The report provides a "factual and comprehensive basis" for the EC, the Council of the EU, and the European Parliament to determine whether additional measures to regulate the carbon market are necessary, the ESMA said, adding that it stands ready to provide required data or advice in support of that process.
Lawmaker urges market reforms
EU lawmaker and rapporteur on the EU ETS reforms Peter Liese said the ESMA's report shows that radical reforms of the market are not required, but that some actions are needed.
"It is important to let the market work and also to enable companies, especially SMEs [small and medium-sized enterprises], to get help from financial actors to manage their obligations," he said in a statement March 28.
The report highlights the need for "concrete action", Liese said, urging the EC to propose changes, including a more effective price regulation mechanism -- a measure he has already called for.

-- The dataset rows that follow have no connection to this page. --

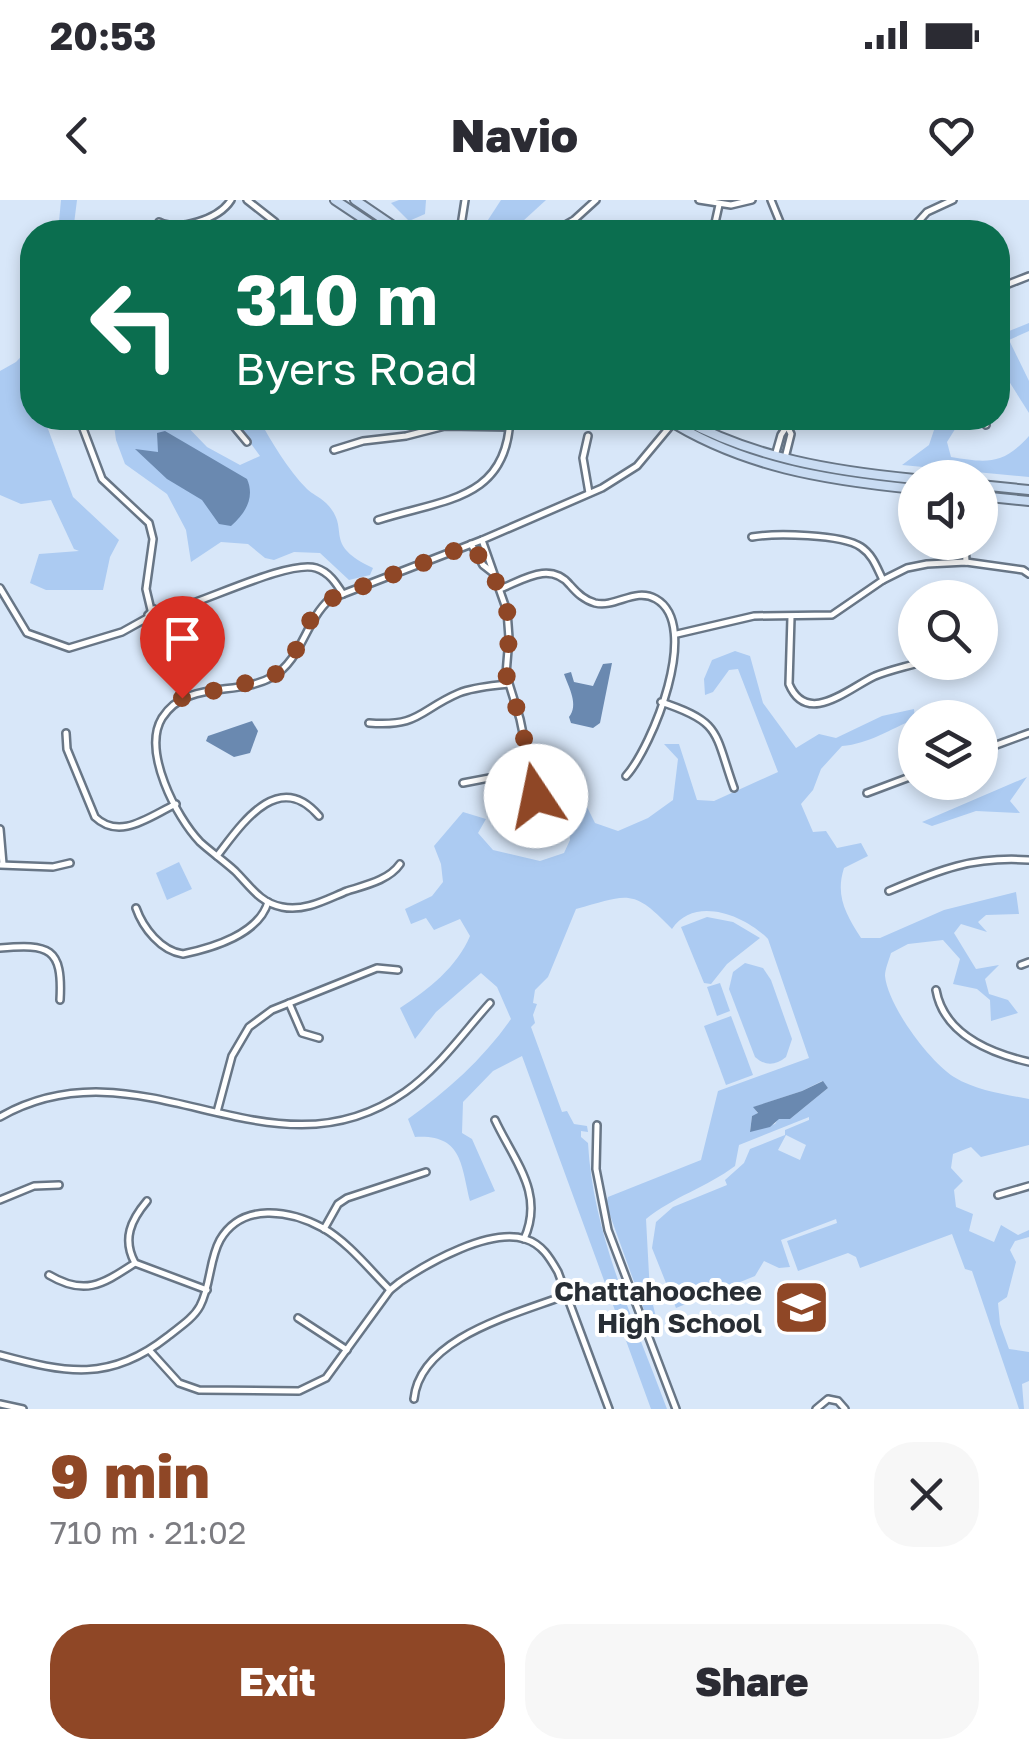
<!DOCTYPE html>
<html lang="en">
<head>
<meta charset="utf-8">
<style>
  body { margin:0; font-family:"Golos Text",sans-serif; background:#f7f7f7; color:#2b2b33; height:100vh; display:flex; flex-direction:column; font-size:38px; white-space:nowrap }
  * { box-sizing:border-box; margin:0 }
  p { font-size:32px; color:#7c7c81 }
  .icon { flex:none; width:55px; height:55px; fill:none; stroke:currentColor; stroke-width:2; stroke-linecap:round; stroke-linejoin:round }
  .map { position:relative; height:1209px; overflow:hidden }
  .panel { display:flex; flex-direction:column; background:#fff; flex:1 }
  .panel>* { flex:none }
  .guide { position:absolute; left:20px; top:20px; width:990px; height:210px; border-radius:40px; box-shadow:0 5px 15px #0003; background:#0b6e4f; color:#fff; overflow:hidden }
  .controls { position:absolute; left:898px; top:260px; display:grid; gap:20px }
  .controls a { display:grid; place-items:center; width:100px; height:100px; border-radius:50%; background:#fff; box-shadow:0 5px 15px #0003; font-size:50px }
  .pin { position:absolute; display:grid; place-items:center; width:85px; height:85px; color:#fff; margin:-102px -42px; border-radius:50% 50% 50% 0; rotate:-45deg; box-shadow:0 0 10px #0007 }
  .pin .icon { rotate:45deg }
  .me { position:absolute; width:110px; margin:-55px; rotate:349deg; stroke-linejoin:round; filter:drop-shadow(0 0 8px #0008) }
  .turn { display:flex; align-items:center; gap:35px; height:210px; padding:0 50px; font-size:45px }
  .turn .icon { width:130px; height:130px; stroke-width:2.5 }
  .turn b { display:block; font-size:70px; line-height:85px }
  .round { display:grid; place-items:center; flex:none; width:105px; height:105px; border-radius:40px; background:#f7f7f7 }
  .summary { display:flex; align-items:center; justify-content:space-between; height:170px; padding:0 50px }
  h1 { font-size:60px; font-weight:800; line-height:75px; color:#8f4726 }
  .action { display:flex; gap:20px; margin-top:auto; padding:20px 50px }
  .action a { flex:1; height:115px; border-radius:40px; background:#8f4726; color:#fff; font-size:40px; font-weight:800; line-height:115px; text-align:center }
  .action a+a { background:#f7f7f7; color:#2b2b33 }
  .status { display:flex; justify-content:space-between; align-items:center; height:70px; padding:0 50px; background:#fff; direction:ltr }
  .status svg { height:28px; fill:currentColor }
  header { display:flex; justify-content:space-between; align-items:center; height:130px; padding:0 50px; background:#fff; font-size:45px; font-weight:800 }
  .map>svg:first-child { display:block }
</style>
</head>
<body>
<div class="status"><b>20:53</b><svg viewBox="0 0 49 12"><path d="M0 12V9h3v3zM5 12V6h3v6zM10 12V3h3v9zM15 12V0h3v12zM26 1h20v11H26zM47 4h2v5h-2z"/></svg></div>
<header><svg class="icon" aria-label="back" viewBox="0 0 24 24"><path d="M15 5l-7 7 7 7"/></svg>Navio<svg class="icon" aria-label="heart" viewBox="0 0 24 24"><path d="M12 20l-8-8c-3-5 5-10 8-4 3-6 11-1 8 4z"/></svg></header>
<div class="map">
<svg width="1029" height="1209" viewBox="0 0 1029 1209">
  <rect width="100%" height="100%" fill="#d8e7f9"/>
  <g fill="#accbf2" fill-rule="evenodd">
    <polygon points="61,0 77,0 73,32 58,32"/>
    <polygon points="399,0 426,0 425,14 409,21 391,3"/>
    <polygon points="501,0 546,0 511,32 485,32 486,23"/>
    <polygon points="1029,123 1029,131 1009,140 1029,181 1029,213 998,164 998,129 1009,131"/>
    <polygon points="32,145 32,171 30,173 32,218 44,218 73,297 119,340 110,357 103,390 46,390 30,383 39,354 79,351 74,349 51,300 21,304 0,295 0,171 16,162"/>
    <path d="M113 218H179L207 247 240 265 260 256 232 218H258C272 242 287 269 307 289 312 294 320 297 326 303 353 330 320 343 373 368L370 375 349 380 320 353 294 352 274 360 265 358 248 344 221 342 191 362 186 330 167 294 125 264 116 240Z"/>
    <path d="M938 218H962L947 242 951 257C987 263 1003 265 1029 236V277L902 265 929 245Z"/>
    <path d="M735 451 750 456 763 503 796 548 819 534 836 538 882 516 914 509 915 519C890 529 869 544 842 546L821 569 813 590 801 604 813 632 826 631 837 648 861 643 868 656 844 668C835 696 846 714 861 738H880L944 710 1016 692 1019 714 986 715 978 722 987 732 961 724 954 733 976 769 999 765 985 779 989 794 1008 800 1018 813 991 821 990 800 977 789 953 784 960 759 943 740 908 744 891 753C889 760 885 769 885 776 888 806 929 861 954 877 977 891 1004 894 1029 899V945L981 957 971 947 953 954 951 968 963 981 954 990 956 1007 973 1014 969 1031 994 1042 1001 1025 1018 1035 1029 1030V1037L1015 1041 1010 1050 1016 1062 1007 1097 998 1103 1000 1124 1009 1149 1029 1152V1181L1022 1184 1024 1209H1019L972 1071 965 1069 952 1034 860 1068 856 1057 848 1053 798 1071 787 1041 837 1023 836 1019 781 1040 790 1067 779 1068 764 1061 755 1076 676 1108 652 1048 656 1022 673 1007 727 985 725 980 744 963 750 949 785 935V930L809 920V917L739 945 735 966C707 987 673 997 646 1019L650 1093 659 1129 652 1132 606 1004 608 997 701 960 718 891 809 858 768 739C745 715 694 695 672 729 632 687 628 695 576 709L548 777 535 790 533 803 537 804 533 815 535 823 531 827 562 912 567 911 574 924 587 926 588 932 581 931V937L588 943C593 1036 635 1122 667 1209H651L522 856 493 871 463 902 462 933 472 939 495 991 470 1001C461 964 462 934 415 937L408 919C447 891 483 859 511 819L497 787 481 773 436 812 415 839 400 808C428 790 457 767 470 736L460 719 434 730 426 718 411 724 405 709 432 696 443 682 441 664 434 646 463 612 486 619 478 633 493 650 540 661 564 653 570 640 567 606 584 601 595 623 618 631 648 618 673 600 678 559 664 544H679L697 600 714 601 778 572 738 469 729 470 713 492 705 495 704 479 712 460ZM822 881 828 888 790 919H778L775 924 750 931 752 916 758 914 754 907 802 891ZM786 935 806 945 800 960 778 950Z"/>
    <polygon points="1027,577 1010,601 1020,613 976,611 932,626 922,622"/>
    <polygon points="179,662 192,689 167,700 156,673"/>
    <polygon points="707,717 733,722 760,738 727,764 711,784 704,783 681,727"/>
    <path d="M745 763 763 768 771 780 792 839 786 857C775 866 765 866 755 857L729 789 733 772Z"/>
    <polygon points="720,783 730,811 717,816 707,787"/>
    <polygon points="731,816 753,875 726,885 704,826"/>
  </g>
  <g fill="#6a89b0">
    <path d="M165 231 247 279C255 297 246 313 231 326L219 324 202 300 167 279 135 249 158 252 157 233Z"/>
    <path d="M612 463 600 523 593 528 571 523 569 517C579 505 569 488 564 474L571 472 574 482 593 486 603 464Z"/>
    <polygon points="252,521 258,531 250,553 234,557 206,541 208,536"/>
    <polygon points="823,881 828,888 790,919 779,919 770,927 750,932 752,916 758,913 753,907 802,891"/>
  </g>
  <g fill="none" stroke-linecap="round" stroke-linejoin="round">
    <defs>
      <g id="minor">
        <polyline points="247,0 275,22"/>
        <polyline points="699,0 731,5 752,0"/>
        <polyline points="771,0 784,32"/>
        <path d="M159 22C179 32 219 19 231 0"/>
        <polyline points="460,32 465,0"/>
        <polyline points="553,32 574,20 596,0"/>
        <polyline points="713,32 719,5"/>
        <polyline points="909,32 927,12 953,0"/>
        <polyline points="998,88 1029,76"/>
        <polyline points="79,218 102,279 149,323 153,339 146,389 151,410"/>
        <polyline points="227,218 247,242"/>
        <polyline points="983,218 986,225"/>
        <polyline points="899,221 901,218"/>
        <polyline points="588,236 583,258 589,293"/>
        <polyline points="334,250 363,241 406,236 445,226 510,227"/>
        <polyline points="775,256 781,235 792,218"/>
        <polyline points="785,258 791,234 788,228"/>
        <path d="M378 320C443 299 507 301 510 218"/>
        <path d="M752 337C775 333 842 334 861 347 873 355 877 368 883 380"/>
        <polyline points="482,340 507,411 509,438 506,474 520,519 536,596 529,610"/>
        <polyline points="965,342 966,362"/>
        <polyline points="471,344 483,365 492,372"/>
        <polyline points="0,388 27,433 69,448 122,432 149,417"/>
        <path d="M500 389C523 380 550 361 570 385 577 393 584 400 595 403 616 408 635 387 656 399 702 425 652 547 626 576"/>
        <path d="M159 414 155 420 148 415 154 409 159 414C195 407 288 359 316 368 329 372 336 383 343 394"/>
        <path d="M791 417 789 484C807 527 849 488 875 476 890 470 905 467 921 462"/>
        <polyline points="677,434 754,416 832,415 883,380 907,368 927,364 966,362 1023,370 1029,374"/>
        <path d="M661 502C722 522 714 532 734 588"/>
        <path d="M369 523C420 527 419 510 459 493 474 487 492 486 508 484"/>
        <path d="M66 533 67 549 95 617C120 641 150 616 176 604"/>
        <polyline points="980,551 1029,533"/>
        <polyline points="463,583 531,570"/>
        <polyline points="867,593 915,575"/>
        <polyline points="0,629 3,664"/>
        <path d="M217 656C241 625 278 568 319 616"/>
        <path d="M400 664C389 680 366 685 347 691 327 699 305 712 282 707 260 703 250 686 235 671 224 661 211 652 200 642 176 617 142 551 162 518 187 479 237 497 272 477 302 460 305 421 330 399L482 340 602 288 637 266 677 218"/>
        <polyline points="0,665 53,667 70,663"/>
        <path d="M889 691C939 670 973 656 1029 660"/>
        <path d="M136 708C143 728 161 751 183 754 212 748 259 734 268 702"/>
        <path d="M0 748C49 744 63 747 60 800"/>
        <polyline points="1021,765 1029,762"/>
        <path d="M936 790C944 835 990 853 1029 862"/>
        <polyline points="289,803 302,833 319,838"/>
        <polyline points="217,912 232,856 249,827 272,810 377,768 398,770"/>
        <path d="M0 917C143 836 269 987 405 892 438 869 463 833 490 803"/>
        <path d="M495 920C514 961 545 993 524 1039"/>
        <polyline points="597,925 596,969 608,1030 676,1209"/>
        <polyline points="998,995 1029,986"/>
        <polyline points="0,1000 34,986 59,985"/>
        <path d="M147 1001C131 1020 122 1039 135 1063L207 1090"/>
        <polyline points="324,1029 338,1004 347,998 426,972"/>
        <path d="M49 1075C86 1097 104 1083 135 1063"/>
        <polyline points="298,1118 347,1150"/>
        <path d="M150 1151 179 1183 199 1190 299 1191 326 1178 390 1090 400 1082C429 1062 490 1028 525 1039 542 1044 550 1058 558 1072L609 1209"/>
        <path d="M0 1155C66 1173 110 1182 167 1137 178 1128 193 1119 200 1106 211 1085 209 1060 220 1040 242 1002 290 1010 323 1028 348 1042 370 1070 390 1090"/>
        <path d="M414 1199C420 1137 517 1114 566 1095"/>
        <polyline points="0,1204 23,1209"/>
        <polyline points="816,1209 828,1199 838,1201 845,1209"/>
      </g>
      <g id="secondary">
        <polyline points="335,0 383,32"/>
        <polyline points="355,0 402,32"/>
        <path d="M665 218C742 267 825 280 915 289"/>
        <path d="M681 218C753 258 833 271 915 279"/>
        <polyline points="980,285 1029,290"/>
        <polyline points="980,296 1029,301"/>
      </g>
    </defs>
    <use href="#minor" stroke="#687686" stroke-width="10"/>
    <use href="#secondary" stroke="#687686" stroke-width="12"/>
    <use href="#minor" stroke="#fff" stroke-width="5"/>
    <use href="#secondary" stroke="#c9dcf3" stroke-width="8"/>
  </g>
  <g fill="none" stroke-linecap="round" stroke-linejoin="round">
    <polyline stroke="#8f4726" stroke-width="18" stroke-dasharray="0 32.4" points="182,498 272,477 290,462 311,419 330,399 472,344 484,365 492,372 507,411 510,424 506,474 520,519 536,596"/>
  </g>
  <defs>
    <symbol id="school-square" viewBox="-11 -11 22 22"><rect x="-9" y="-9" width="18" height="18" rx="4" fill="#8f4726" stroke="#fff"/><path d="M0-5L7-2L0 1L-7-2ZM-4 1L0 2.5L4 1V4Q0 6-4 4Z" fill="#fff"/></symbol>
  </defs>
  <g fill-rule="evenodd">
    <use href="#school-square" x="770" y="1076" width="63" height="63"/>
  </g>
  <g text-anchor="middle" stroke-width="8" stroke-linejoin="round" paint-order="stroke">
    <g font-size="28" font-weight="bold" fill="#282e35" stroke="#fff" text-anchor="end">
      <text x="762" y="1101">Chattahoochee<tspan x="762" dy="32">High School</tspan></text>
    </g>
  </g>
</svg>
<div class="controls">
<a><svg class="icon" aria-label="sound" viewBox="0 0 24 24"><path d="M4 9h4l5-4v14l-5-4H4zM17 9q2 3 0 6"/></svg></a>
<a><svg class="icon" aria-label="search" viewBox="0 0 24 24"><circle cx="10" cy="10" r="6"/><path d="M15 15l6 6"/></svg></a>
<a><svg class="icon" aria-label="layers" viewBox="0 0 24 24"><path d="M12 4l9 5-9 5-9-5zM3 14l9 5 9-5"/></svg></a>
</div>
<div class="pin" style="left:182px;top:498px;background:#d93025"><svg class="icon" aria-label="arrive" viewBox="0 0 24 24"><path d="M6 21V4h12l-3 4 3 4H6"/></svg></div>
<svg class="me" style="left:536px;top:596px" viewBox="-20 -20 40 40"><circle r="19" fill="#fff"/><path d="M0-13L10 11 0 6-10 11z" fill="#8f4726"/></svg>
<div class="guide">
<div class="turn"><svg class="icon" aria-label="left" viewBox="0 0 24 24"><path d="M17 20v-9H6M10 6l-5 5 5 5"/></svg><div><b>310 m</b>Byers Road</div></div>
</div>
</div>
<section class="panel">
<div class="summary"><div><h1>9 min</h1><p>710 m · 21:02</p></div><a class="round"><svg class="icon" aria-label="close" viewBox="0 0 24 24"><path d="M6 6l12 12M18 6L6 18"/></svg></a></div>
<div class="action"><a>Exit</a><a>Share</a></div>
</section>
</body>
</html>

Liese, environment spokesperson for the center-right European People's Party in the EU Parliament, has proposed stronger rules under Article 29a that seeks to avoid excessive and sustained carbon price spikes by allowing the regulator to bring forward carbon auction supplies.
"Although the ETS price represents only a small fraction of the currently extremely high energy prices, these high prices and the dependency on Russian energy imports urge us to find efficient and impactful solutions to keep the prices under control and enable companies to survive even if they have to use coal temporarily," Liese said.
Liese called for a delay in the payments that companies need to make under the EU ETS to provide more time for purchasing allowances beyond the April 30 annual deadline.